En contraste, en Buenos Aires (34°S) la diferencia entre enero (verano) y julio (invierno) puede ser de 18–20°C. La altitud de Bogotá hace que el clima sea estable en temperatura pero variable en precipitaciones; la latitud de Buenos Aires hace que el clima cambie con las estaciones.
Con la altitud, la presión del aire disminuye. A 3.000 metros, la presión es aproximadamente el 70% de la presión al nivel del mar. Esto significa que hay menos moléculas de oxígeno en cada litro de aire que se respira.
Para la mayoría de las personas que viven a nivel del mar, llegar a altitudes de 2.500–3.500 metros produce el mal agudo de montaña (soroche): dolor de cabeza, náuseas, cansancio y falta de aire. El cuerpo puede adaptarse (aclimatarse) en 24–72 horas aumentando la frecuencia cardíaca y respiratoria y, a largo plazo, produciendo más glóbulos rojos.
El límite superior para la vida humana permanente está aproximadamente en 5.100 metros (algunas comunidades andinas viven en el altiplano a esas alturas). Más arriba, el organismo no puede adaptarse de forma permanente.
Cada 1.000 metros de altitud, la radiación UV aumenta entre un 10% y un 12% porque hay menos atmósfera para absorber o dispersar los rayos ultravioleta. A 3.000 metros, la radiación UV puede ser entre un 30% y un 40% más intensa que al nivel del mar bajo el mismo ángulo solar.
Esto tiene consecuencias prácticas importantes:
Las cadenas montañosas actúan como barreras que obligan al aire húmedo a ascender, enfriarse y precipitar (lluvia orográfica). Las laderas de barlovento —las que reciben el viento— son mucho más lluviosas que las de sotavento (protegidas). Esto crea diferencias enormes en muy cortas distancias.
En los Andes colombianos, la vertiente occidental de la Cordillera Occidental (hacia el Pacífico) recibe más de 5.000 mm anuales. La misma cordillera en su vertiente oriental (hacia el Valle del Cauca) puede recibir menos de 1.500 mm. A veces llueve torrencialmente en un lado de la montaña mientras el otro está soleado.

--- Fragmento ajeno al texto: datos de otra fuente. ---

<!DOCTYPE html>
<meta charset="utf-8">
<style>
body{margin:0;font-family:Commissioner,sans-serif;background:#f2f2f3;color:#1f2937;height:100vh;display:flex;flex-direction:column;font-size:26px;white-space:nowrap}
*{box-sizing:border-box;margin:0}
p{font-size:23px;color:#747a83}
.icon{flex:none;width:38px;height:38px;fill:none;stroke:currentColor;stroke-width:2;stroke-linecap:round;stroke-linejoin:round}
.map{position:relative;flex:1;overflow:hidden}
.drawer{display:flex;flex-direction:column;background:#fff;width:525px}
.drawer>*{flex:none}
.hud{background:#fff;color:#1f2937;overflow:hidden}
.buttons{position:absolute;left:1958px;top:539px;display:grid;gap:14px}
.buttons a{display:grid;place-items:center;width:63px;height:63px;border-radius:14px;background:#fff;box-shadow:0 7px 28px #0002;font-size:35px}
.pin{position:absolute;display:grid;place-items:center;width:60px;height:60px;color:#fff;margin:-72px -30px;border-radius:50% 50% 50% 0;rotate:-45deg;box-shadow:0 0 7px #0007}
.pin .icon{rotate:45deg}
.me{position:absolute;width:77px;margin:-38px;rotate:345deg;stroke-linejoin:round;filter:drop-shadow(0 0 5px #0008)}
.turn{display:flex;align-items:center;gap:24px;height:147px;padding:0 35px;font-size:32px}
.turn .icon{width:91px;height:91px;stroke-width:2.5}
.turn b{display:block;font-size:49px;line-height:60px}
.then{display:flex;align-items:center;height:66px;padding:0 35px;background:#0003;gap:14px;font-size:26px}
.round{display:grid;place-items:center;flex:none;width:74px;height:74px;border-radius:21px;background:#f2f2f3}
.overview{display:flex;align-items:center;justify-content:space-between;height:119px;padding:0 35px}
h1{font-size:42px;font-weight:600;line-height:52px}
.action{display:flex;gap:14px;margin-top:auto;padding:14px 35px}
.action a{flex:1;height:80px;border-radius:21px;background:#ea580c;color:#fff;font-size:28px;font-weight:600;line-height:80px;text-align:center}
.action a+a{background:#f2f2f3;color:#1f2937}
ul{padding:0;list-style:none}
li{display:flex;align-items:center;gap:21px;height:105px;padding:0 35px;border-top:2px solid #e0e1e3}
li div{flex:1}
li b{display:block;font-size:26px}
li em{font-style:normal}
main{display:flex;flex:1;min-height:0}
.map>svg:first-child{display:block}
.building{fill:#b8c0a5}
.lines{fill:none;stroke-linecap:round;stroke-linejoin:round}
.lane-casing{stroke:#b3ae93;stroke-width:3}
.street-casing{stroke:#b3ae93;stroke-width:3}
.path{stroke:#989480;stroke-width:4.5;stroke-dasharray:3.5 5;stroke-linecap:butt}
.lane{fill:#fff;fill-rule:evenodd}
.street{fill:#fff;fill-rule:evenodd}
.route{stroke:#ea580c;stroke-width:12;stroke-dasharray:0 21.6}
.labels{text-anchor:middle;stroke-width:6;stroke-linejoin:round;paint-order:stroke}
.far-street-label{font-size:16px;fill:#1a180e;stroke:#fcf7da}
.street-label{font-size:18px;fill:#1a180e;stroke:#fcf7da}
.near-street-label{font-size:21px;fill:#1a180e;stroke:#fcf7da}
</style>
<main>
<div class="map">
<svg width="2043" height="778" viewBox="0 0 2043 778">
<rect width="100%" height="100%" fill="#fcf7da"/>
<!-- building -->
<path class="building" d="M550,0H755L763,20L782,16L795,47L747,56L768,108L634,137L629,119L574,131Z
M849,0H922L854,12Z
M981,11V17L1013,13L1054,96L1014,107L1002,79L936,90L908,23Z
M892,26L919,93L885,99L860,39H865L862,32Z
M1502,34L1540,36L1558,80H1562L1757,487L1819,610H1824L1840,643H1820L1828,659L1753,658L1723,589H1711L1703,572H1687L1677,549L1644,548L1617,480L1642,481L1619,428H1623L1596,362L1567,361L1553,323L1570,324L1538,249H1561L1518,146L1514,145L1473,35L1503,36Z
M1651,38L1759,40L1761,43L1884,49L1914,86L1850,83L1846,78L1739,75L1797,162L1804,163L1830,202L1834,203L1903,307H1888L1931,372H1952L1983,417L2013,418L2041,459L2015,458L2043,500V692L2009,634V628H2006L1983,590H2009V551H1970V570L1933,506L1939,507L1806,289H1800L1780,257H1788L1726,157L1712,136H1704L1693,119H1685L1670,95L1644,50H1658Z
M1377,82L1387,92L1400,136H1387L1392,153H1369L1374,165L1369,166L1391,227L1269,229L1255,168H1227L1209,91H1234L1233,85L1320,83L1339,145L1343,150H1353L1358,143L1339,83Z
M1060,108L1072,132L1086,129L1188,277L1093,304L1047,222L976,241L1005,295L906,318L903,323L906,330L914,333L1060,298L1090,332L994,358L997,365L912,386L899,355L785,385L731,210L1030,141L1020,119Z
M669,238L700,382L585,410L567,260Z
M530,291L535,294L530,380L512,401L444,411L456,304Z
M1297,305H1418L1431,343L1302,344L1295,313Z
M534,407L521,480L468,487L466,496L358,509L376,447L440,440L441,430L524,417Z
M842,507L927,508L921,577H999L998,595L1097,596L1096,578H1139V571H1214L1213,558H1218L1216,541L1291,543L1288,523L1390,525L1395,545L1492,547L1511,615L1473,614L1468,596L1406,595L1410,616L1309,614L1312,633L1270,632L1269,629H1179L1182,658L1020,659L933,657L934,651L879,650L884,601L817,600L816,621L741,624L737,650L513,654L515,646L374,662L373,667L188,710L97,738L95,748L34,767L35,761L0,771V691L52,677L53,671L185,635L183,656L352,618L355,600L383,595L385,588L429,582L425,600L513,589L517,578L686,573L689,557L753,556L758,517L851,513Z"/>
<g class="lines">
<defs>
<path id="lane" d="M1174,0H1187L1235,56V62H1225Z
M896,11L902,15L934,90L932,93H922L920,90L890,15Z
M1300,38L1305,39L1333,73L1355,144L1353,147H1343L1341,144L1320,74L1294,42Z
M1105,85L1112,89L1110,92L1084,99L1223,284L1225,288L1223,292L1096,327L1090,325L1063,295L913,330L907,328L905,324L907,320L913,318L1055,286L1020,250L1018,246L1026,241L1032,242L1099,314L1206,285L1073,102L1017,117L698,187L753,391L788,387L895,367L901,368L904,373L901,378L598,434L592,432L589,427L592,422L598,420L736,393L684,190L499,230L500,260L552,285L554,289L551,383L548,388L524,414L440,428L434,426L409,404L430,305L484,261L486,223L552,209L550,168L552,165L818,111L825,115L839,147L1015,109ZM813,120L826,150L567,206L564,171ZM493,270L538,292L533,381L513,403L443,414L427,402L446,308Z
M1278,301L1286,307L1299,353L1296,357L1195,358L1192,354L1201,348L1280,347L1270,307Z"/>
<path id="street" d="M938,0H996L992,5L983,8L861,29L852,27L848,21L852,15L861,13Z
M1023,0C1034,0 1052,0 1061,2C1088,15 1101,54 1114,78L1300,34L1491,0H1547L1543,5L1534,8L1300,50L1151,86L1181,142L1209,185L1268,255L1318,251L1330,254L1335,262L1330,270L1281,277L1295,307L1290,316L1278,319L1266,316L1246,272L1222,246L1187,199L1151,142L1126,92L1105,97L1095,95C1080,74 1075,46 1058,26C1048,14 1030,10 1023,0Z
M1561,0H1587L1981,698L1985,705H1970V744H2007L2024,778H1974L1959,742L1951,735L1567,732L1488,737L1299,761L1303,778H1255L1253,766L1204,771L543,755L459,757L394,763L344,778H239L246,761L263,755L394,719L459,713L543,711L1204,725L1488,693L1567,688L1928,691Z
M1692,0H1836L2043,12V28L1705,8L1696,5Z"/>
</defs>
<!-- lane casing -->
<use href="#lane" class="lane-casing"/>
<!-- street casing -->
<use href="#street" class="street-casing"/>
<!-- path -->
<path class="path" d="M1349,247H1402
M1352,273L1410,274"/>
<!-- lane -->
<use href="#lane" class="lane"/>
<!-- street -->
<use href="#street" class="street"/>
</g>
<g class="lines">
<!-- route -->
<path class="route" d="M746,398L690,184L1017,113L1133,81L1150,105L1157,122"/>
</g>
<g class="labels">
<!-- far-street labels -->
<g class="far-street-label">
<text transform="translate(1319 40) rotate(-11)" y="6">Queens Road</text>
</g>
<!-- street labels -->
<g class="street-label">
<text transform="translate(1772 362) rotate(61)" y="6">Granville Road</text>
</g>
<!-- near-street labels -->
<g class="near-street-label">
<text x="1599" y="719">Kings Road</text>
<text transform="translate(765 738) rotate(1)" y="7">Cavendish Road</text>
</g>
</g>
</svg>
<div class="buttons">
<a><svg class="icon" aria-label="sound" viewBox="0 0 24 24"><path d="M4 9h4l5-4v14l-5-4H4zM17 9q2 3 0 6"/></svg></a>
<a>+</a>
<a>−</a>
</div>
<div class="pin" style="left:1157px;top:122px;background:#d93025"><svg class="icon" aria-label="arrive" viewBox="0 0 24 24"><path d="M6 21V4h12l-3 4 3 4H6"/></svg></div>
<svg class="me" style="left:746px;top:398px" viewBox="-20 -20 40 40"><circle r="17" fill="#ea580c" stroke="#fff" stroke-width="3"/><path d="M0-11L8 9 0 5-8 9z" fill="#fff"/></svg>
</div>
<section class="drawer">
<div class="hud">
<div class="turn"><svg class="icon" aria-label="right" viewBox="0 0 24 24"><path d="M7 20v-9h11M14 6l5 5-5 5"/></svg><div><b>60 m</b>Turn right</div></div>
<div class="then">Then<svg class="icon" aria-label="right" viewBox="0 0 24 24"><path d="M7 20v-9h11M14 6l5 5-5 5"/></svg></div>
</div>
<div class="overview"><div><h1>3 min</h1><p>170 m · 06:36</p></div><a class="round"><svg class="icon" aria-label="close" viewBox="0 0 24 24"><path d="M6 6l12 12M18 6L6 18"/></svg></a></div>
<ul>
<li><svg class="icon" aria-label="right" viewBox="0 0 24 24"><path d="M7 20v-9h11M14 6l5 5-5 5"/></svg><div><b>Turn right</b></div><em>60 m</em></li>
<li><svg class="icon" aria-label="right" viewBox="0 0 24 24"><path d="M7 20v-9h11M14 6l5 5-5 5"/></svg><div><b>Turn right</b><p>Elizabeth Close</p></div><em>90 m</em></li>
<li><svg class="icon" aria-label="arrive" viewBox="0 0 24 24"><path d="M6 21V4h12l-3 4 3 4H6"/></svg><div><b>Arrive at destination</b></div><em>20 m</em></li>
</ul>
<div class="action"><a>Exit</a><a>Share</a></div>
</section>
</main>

La velocidad del viento aumenta con la altitud porque hay menos fricción superficial (menos árboles, edificios, rugosidad del terreno). En las cumbres andinas y en los páramos de Colombia y Ecuador, los vientos pueden ser muy intensos y fríos, haciendo la sensación térmica varios grados menor que la temperatura real.
Los campesinos y comunidades andinas históricamente construían sus viviendas en zonas protegidas del viento, en valles o bajo escarpes naturales. Esa sabiduría climática precede en siglos a la meteorología moderna.